You cant overclock prebuilt computers


----------



## ozlay

It should be under the advanced mode.


----------



## mattliston

o1dschoo1 said:


> You cant overclock prebuilt computers


Dont say that. Majority of "prebuilt" comptuers these days are standard consumer motherboards.

Could be an old BIOS version causing the issue. Or the user.


----------



## RAINFIRE

Try the Search Icon and type in: msinfo32.exe and that will bring up the System Information Applet. More than likely your motherboard will be listed under the 'Baseboard' section. Also, you will see other relevant information there. I've no idea about the mother board on the Asus ROG Strix GL10DH. But the manual doesn't appear to cover the BIOS.









ROG Strix GL10DH | ROG Strix GL10DH | Gaming Desktops｜ROG - Republic of Gamers｜ROG USA






rog.asus.com


----------



## ozlay

I think the GL10DH is/has an oem version of the asus prime b450m-k.


----------



## o1dschoo1

^ just cause it uses a consumer board doesnt mean they dont custom bios it to lock it down.


----------



## zincwyd

this is what it says


----------



## o1dschoo1

zincwyd said:


> this is what it says
> View attachment 2480198


Does not support overclocking. Looked it up. Change the board out if you have to have overclocking


----------



## zincwyd

ok


----------



## mattliston

Overclocking, if disabled, was likely done due to how your motherboard has zero vrm heatsinks. At least, according to pictures online.

VRM temps are necessary to keep down during overclocking.

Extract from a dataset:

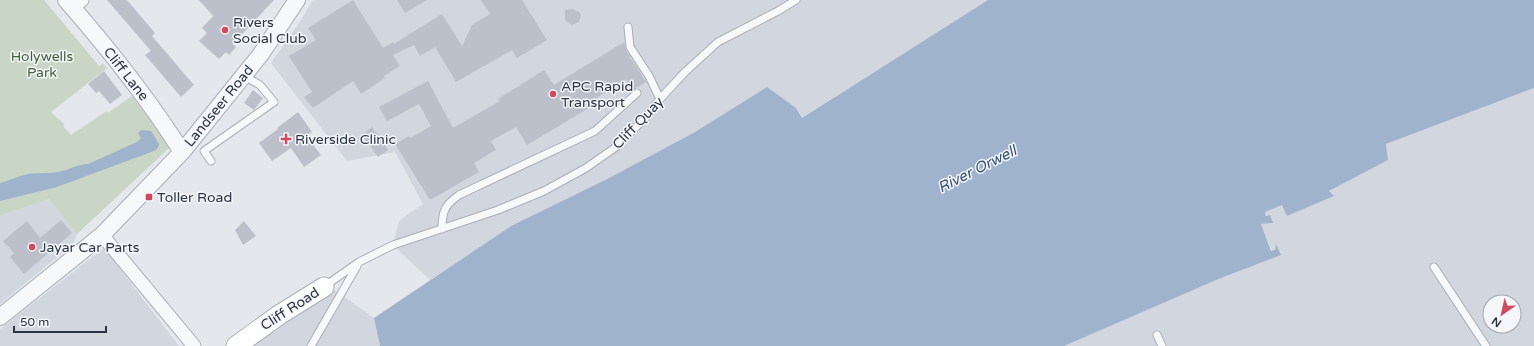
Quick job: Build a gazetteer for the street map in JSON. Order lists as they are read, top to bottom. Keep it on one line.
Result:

Best you can do right now is to make sure you have the newest chipset drivers installed, then enable the windows high performance ryzen power plan.

That alone should be worth 5-15% performance over "balanced"


----------



## ozlay

Go into bios and hit F7 for the advanced menu. Then go to the advanced tap and scroll down until you see "AMD overclocking". Open and hit accept on the user agreement. And after that you should have a dumbed down version of the Ai tweaker. And you can set the ram timing and speed in there.


----------



## Olenmonkey

ozlay said:


> Go into bios and hit F7 for the advanced menu. Then go to the advanced tap and scroll down until you see "AMD overclocking". Open and hit accept on the user agreement. And after that you should have a dumbed down version of the Ai tweaker. And you can set the ram timing and speed in there.



The GL10DH does NOT have any overclocking options. The advanced BIOS setup does NOT include AI overclocking/tweaker, or any ability to change any clock speeds. mattliston was correct; the board lacks necessary heat sinking to safely overclock. If you were to somehow manage to overclock a GL10DH, it would die very quickly.


----------



## ragesethi

o1dschoo1 said:


> What board do you have


 i got a prebuilt and i cant find my motherboard


----------



## o1dschoo1

ragesethi said:


> i got a prebuilt and i cant find my motherboard


You can't overclock it then


----------



## kasperfilipiak8

Could you help me i have no ai overclock tuner my motherboard is asus prime b360m-a and the version is 2811 Rec X.0x


----------



## kasperfilipiak8

gh


----------



## mattliston

kasperfilipiak8 said:


> Could you help me i have no ai overclock tuner my motherboard is asus prime b360m-a and the version is 2811 Rec X.0x


you need a z370 or z390 board to overclock your 8th generation intel processor. B360 and B365 chipsets do NOT have overclocking enabled.

Your processor also needs to be unlocked when matched to an unlocked chipset.

I found this out by searching your motherboard, finding it on the Asus website, and reading the first page that says the maximum ddr4 speed is 2666, which indicates no overclocking.


----------